Health is a huge topic to tackle. There are endless resources, many conflicting, on how to achieve optimal health. It can be overwhelming as you’re gearing up to improve your health this next year. The primary motivation for many is wanting to look better, closely followed by wanting to feel better.
Maybe you spent this year walking around exhausted, stressed, anxious, and overwhelmed by life. Attempting to improve your health was just one more thing to worry about and so you didn’t. If you’re a mom, you often put much more energy into making sure your family is healthy than making sure you are healthy. You focus on making sure they get all their fruits, veggies, and vitamins and minerals daily. They get a well rounded meal before they hop on the bus to school, meanwhile you’re standing nearby throwing back your third cup of coffee and gobbling up left over pie for breakfast as you make their wholesome lunch. Don’t worry, we’re all guilty of this.
What if there was a doable plan for next year that will improve your health. It involves no cold turkey diets, no couch to 5k’s, and no Crossfit. It wont be easy, but it will be doable.
I believe there are 5 Pillars to Health or five areas to focus on:
4. Stress Control
5. Nerve and Spine Function
You are what you eat. You’ve heard this, right? Well it’s true. The foods, medications, and toxins you put into your body are absorbed by the blood stream, becoming a part of who you are at the cellular level. If you are chronically exhausted and blaming your kids’ crazy schedule, check your diet first. You may be eating foods directly contributing to your energy levels in a negative way. For example, we’ve heard relentlessly about how oatmeal is a well rounded healthy breakfast, but you might be surprised to learn it makes a better dinner than breakfast
“Grains in oatmeal trigger insulin production much like whole-grain bread,” says Cynthia Pasquella, CCN, CHLC, CWC. “They raise your blood sugar naturally and make you feel sleepy. Oats are also rich in melatonin, which relaxes the body and helps you fall asleep.”
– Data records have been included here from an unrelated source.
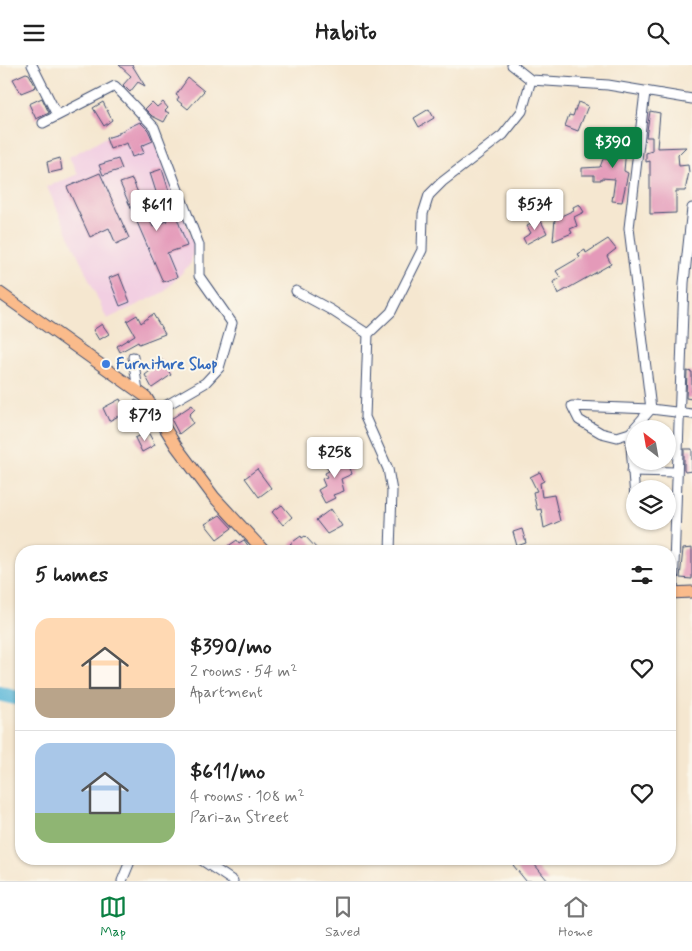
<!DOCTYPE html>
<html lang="en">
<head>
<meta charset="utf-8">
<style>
  :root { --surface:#fff; --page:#f2f2f2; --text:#222; --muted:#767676; --line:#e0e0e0; --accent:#0b8043 }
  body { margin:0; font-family:Mynerve,sans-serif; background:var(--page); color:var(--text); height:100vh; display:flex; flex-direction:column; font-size:19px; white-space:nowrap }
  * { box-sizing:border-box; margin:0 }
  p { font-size:16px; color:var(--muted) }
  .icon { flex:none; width:28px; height:28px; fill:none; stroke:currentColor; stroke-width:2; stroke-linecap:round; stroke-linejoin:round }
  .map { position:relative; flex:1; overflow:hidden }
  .panel { position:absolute; left:15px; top:480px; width:661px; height:320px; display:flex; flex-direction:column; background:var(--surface); border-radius:20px; box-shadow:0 1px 4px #0004 }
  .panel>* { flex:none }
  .needle { width:32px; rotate:329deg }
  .tools { position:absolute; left:626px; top:355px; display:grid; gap:10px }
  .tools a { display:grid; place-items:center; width:50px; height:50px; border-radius:50%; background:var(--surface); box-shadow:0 1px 4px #0004; font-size:25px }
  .price { position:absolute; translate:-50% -42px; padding:0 11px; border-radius:5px; background:#fff; color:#222; font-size:16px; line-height:32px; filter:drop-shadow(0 1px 2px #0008) }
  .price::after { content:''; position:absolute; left:50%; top:30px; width:15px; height:11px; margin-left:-8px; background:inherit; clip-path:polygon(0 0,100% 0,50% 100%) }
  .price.on { background:var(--accent); color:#fff }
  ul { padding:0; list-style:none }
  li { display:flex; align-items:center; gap:15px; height:125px; padding:0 20px }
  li+li { border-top:1px solid var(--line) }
  li span { display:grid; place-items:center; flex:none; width:140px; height:100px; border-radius:15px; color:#555 }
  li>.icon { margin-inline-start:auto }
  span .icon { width:60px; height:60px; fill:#fffc; stroke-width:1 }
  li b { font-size:21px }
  h2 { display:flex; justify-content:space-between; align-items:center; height:60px; padding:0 20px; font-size:21px }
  header { display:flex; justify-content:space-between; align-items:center; height:65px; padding:0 20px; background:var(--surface); font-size:22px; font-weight:800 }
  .menu { display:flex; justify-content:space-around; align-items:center; height:70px; border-top:1px solid var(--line); background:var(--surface); font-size:14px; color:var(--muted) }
  .menu a { display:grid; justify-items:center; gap:2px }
  .menu .on { color:var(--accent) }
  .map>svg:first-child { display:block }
  .built { fill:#f2cfe2 }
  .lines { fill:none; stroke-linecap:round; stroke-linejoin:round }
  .river { stroke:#5ab7d8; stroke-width:15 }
  .building { fill:#e49ab9 }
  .minor-casing { stroke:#3c4b6f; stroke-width:11 }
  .major-casing { stroke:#3c4b6f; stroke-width:13 }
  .minor { stroke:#fff; stroke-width:9 }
  .major { stroke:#fabb8b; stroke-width:11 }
  .shop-dot { fill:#3f7fe0; stroke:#fbf7ec; stroke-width:2 }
  .labels { text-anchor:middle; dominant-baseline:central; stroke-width:4; stroke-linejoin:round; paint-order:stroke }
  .shop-label { font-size:16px; font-weight:bold; fill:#366cbe; stroke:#fbf7ec; text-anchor:start }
</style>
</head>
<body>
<header><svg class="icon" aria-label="menu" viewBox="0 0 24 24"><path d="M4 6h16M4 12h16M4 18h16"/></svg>Habito<svg class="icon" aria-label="search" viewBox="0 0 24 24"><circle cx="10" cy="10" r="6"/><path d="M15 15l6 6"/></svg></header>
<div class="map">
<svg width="692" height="816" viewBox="0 0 692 816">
  <rect width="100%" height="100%" fill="#fbf7ec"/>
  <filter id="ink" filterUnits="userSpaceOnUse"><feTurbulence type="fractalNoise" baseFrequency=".02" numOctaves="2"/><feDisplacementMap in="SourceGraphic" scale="10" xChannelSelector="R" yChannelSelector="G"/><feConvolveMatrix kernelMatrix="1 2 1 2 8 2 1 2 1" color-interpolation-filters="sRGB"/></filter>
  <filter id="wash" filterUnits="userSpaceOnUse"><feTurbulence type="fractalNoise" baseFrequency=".0096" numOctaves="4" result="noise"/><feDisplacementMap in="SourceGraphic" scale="20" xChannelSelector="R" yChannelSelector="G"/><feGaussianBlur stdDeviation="1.12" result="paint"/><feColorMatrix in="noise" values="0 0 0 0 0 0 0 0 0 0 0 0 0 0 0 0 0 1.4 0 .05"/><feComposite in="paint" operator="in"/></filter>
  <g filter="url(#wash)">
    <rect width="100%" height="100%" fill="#f5e7d0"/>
    <path class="built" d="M145 51 194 180 191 198 164 227 107 254 47 122 78 109 69 92Z"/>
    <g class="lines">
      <path class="river" d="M0 629 21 634"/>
    </g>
    <g id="blocks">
      <g class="building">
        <path d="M119 0H132L145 21 138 17 130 27 123 20 131 11Z"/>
        <path d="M26 8 29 9 36 22 21 28 13 14Z"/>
        <path d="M188 13 204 26 188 44 177 35 179 32 176 30Z"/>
        <path d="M42 33 49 48 36 54 29 39Z"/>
        <path d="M103 37 112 55 104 61 93 43Z"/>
        <path d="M152 37 157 42 163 37 168 43 165 46 169 48 164 57 152 51 145 44Z"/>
        <path d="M578 37 588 41 578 66 565 61 569 50 573 51Z"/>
        <path d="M429 44 434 53 419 62 414 53Z"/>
        <path d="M650 46 660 48 657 83 686 82 678 90 679 101 688 100 689 107 685 126H676V148L650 149V96L646 97V88L652 86V72H646Z"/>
        <path d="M140 57 148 65 153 76 141 81 144 88 132 92 127 78 110 84 106 73 119 69V67Z"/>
        <path d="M615 69 627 72 624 106 628 108 622 137 612 136 615 114 601 113V115H594V110H582V103L600 102 603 94 612 95Z"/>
        <path d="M60 93 62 105 49 108 47 97Z"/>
        <path d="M118 94 122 104 103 110 99 100Z"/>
        <path d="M162 104 169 126 157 130 150 108Z"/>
        <path d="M100 108 129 173 116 179 109 163 90 172 67 122Z"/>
        <path d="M132 114 153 162 167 156 162 142 174 138 178 149 176 150 187 181 167 188 177 212 163 217 120 118Z"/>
        <path d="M579 139 584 147 574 152 577 161 570 164 572 168 553 176 555 154 574 145 573 142Z"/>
        <path d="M540 154 547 168 526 179 523 173 531 168 527 161Z"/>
        <path d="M608 174 616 184 607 191 611 199 558 229 553 217 561 213 556 206 580 192 578 189 585 185 586 188Z"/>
        <path d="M119 209 130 237 120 241 109 213Z"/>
        <path d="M153 249 165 269 139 279 138 277 120 287 117 281 135 270 127 256 137 250 141 258Z"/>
        <path d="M102 259 109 269 99 275 93 265Z"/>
        <path d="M161 294 171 310 152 323 145 310 154 303 152 299Z"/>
        <path d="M687 306 692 307V334L686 333Z"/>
        <path d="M120 334 126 347 109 356 103 343Z"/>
        <path d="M135 335 140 337 147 348 142 354 131 343Z"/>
        <path d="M192 340 195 344 189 350 193 358 179 369 171 354Z"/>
        <path d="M148 367 155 380 142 387 135 373Z"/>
        <path d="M684 384H692V406L685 407 684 405Z"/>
        <path d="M346 391 352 409 341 414 344 426 333 430 335 433 325 438 318 425 325 421 322 414 327 412 325 408 329 406 325 399Z"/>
        <path d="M257 404 271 423 259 432 245 413Z"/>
        <path d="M540 407 544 416 540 418 542 432 554 430 560 456 544 463 541 444 537 445 533 427 537 426 530 412Z"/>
        <path d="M282 440 292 452 283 460 272 447Z"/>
        <path d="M331 444 342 461 327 469 316 455Z"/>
        <path d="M220 450 232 463 217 474 205 459Z"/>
        <path d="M522 464 526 478 517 481 513 467Z"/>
        <path d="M301 471 302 473 305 471 319 486H295L290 479Z"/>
        <path d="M237 475 239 478 244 475 252 486H230L227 482Z"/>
        <path d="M692 483V514L680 513 683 484Z"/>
        <path d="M511 794H530L548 816H526L513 800 515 798Z"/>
      </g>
    </g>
  </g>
  <g filter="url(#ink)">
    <use href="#blocks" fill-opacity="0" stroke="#3c4b6f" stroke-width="1"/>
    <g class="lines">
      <g class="minor-casing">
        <g id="minor">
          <path d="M32 0 57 50"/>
          <path d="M512 0 531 15 608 20 692 34"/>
          <path d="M645 27 629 163 651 344 692 349"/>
          <path d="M43 58 115 21 154 62 199 180V211L232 258 219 303 205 318 155 347"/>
          <path d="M296 226 331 245 368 269"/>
          <path d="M133 292 138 326"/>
          <path d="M572 341 651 344 630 368 617 372 601 368 579 355Z"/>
          <path d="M630 368 635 433"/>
          <path d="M632 406 676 407"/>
          <path d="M390 486 392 426 388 404 365 352 368 269 391 247 422 185 423 149 429 130 442 117 503 70 522 46 531 15"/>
          <path d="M673 528 684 218 692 143"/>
          <path d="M200 794 233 816"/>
          <path d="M122 816 131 794"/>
        </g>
      </g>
      <g class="major-casing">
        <g id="major">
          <path d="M0 228 146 332 176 381 214 432 264 486"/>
          <path d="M670 528 692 527"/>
        </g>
      </g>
      <use href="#minor" class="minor"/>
      <use href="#major" class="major"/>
    </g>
  </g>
  <circle class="shop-dot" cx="106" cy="299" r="5"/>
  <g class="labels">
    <g class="shop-label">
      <text x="116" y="299">Furniture Shop</text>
    </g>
  </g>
</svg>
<div class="tools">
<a><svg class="needle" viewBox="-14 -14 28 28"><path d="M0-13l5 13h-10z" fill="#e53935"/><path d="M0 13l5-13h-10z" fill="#767676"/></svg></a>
<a><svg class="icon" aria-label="layers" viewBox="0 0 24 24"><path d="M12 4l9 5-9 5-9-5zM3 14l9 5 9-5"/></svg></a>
</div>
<b class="price on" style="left:613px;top:104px">$390</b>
<b class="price" style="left:535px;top:166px">$534</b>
<b class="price" style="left:157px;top:167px">$611</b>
<b class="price" style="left:145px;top:377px">$713</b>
<b class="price" style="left:335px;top:414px">$258</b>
<section class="panel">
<h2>5 homes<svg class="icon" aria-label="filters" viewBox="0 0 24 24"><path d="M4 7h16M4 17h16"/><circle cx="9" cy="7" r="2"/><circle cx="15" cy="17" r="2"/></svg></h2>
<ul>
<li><span style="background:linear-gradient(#ffd9b3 70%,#b9a48a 0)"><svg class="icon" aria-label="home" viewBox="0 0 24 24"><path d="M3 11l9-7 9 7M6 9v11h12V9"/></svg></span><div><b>$390/mo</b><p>2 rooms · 54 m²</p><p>Apartment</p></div><svg class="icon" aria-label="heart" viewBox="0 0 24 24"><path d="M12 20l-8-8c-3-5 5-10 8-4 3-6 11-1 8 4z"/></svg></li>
<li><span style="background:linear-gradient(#a9c7e8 70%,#8fb573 0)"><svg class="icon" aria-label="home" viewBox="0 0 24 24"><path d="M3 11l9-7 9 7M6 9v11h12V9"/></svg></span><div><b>$611/mo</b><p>4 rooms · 108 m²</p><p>Pari-an Street</p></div><svg class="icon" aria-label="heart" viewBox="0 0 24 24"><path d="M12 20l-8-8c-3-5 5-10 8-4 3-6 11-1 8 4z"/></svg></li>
</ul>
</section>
</div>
<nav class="menu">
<a class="on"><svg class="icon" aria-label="map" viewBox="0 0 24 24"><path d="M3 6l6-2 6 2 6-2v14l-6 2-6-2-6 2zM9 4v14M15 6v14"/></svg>Map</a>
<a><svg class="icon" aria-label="saved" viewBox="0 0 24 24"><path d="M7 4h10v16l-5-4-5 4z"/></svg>Saved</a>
<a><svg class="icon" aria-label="home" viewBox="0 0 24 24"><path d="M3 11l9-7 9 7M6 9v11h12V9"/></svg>Home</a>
</nav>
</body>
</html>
And that get-you-going cup of coffee might not be getting you going at all.
Here’s a list of foods that can make you sleepy and you might want to avoid at breakfast: cheese, whole grains, honey, processed meats (sausage/bacon), humus, bananas, potatoes, rice, sugar, and processed foods in general.
Lastly, we recommend keeping a food journal to figure out which foods are having a negative impact on your health.
Start small and go from there. Short-term goals are more manageable and less daunting that long term goals. Instead of committing to running a half marathon by April, commit to moving a little each day and building momentum over time. If you are sedentary nearly every day then any movement is progress. Track your progress daily and set goals for the following week, upping the progress each time. The example we provided might help get you started.
Ask a friend to join you. We are less likely to quit if we think our friends will label us a quitter.
When people today hear the word supplements they automatically visualize protein powders and post workout shakes. This couldn’t be further from what we are talking about here. To supplement means to add “something to complete a thing, supply a deficiency, or reinforce or extend a whole”. The truth is very few of us are able to get all the nutrients our bodies require through diet alone, especially with our pantries stocked full of processed foods!. Remember, not all supplements are created equal.
Here’s a mountain most of us hate climbing. The first three topics we can control, but stress often seems out of our control. Leaving “stress control” to be somewhat of an oxymoron. Here’s the good news! If you can get the above topics under control you’re already on your way to tackling your stress. What does stress control have to do with diet and supplementation? Well, a lot! If you’re loading your body with high glycemic foods like chips, pretzels, breads, etc.. and starving your body of vital nutrients then you are stressing your body. Those constant dips and spikes in blood sugar can send your nervous system on a roller coaster ride, making it nearly impossible to keep a level head throughout the day.
Nerve and Spine Function
Here’s the bad news. You can be doing all of the above to the best of your ability and something is still not clicking, you still aren’t making progress. Let’s get back to that example of chronic exhaustion. You’ve done everything right. You’ve cleaned up your diet, combated stress with exercise, and have been regularly taking the appropriate supplements, BUT you are still exhausted. Why is that? To put it in the simplest of terms – you’re nervous system is broken. The nervous system is the communication system within the body that regulates every function. Messages travel back and forth between the brain and the body in order to achieve a certain outcome.
The light switch analogy is one of my favorites and helps me better understand the nervous system. When you flip a light switch you expect a light to come on. You expect just the right amount of electricity to be sent through wires hidden in the walls. You expect the switch to fire the message, you expect the message to travel to the light fixture, and you expect the light fixture to receive the message and illuminate the room. You don’t expect nothing to happen, and you don’t expect to hear a pop and see the flash of a burnt bulb.
In order for you to receive just the expected outcome, every part of the light system has to be working properly. The same goes for your body. If your body is unable to send the appropriate messages at the appropriate times and have those messages be fully received and translated your nervous system is broken. Often, the breakdown occurs from a vertebrae squashing or pinching a nerve in the spinal cord. It takes very little movement and therefore very little pressure for a nerve to be compromised.